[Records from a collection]
------

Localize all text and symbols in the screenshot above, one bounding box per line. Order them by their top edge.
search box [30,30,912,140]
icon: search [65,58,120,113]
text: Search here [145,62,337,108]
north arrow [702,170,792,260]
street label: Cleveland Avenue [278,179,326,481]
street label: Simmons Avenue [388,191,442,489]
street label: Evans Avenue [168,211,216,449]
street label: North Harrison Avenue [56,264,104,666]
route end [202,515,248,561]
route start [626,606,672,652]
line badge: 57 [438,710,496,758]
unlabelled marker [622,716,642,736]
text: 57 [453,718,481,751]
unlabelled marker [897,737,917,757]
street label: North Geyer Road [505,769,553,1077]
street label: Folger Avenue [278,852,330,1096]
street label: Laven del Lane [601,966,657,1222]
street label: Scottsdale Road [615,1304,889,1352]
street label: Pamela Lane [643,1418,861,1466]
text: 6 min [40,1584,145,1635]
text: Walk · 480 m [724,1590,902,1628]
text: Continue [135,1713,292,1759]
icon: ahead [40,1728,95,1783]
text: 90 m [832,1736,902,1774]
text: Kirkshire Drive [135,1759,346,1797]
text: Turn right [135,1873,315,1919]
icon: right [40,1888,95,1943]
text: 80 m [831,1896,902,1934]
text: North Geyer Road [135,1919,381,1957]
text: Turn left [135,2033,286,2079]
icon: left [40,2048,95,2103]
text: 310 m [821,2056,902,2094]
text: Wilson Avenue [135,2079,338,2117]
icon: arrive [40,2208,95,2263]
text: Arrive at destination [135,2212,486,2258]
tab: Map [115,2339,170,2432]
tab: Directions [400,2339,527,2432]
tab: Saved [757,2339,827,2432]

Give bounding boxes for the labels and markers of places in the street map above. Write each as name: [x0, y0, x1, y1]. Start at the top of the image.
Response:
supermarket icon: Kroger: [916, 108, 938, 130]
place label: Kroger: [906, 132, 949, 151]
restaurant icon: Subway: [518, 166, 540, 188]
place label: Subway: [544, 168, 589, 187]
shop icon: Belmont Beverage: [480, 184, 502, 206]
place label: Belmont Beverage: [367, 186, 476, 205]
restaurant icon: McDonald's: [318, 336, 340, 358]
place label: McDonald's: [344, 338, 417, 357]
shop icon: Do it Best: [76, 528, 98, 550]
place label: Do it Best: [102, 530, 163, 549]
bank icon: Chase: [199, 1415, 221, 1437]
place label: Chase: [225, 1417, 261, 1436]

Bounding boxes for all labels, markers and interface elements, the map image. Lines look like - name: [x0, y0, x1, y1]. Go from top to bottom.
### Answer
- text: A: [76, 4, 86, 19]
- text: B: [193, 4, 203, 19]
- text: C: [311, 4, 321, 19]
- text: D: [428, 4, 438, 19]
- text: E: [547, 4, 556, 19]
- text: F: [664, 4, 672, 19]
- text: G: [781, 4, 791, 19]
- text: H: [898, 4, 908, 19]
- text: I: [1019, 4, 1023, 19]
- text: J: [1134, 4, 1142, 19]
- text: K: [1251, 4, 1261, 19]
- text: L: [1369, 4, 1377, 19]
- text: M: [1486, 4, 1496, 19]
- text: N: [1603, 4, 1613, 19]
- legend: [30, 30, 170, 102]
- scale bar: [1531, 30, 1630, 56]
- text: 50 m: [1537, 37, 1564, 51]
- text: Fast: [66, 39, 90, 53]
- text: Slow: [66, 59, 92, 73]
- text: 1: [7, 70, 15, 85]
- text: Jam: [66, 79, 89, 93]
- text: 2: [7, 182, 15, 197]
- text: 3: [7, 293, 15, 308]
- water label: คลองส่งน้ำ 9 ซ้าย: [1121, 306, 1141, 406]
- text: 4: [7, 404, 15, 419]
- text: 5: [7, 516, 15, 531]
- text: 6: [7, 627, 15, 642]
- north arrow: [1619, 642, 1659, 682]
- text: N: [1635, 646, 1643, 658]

------

→ **TASK TO CARRY OUT**
Using the records above, filter out every line that lacks the string "right" and copy the rest.

→ **ANSWER TO THIS EXERCISE**
text: Turn right [135,1873,315,1919]
icon: right [40,1888,95,1943]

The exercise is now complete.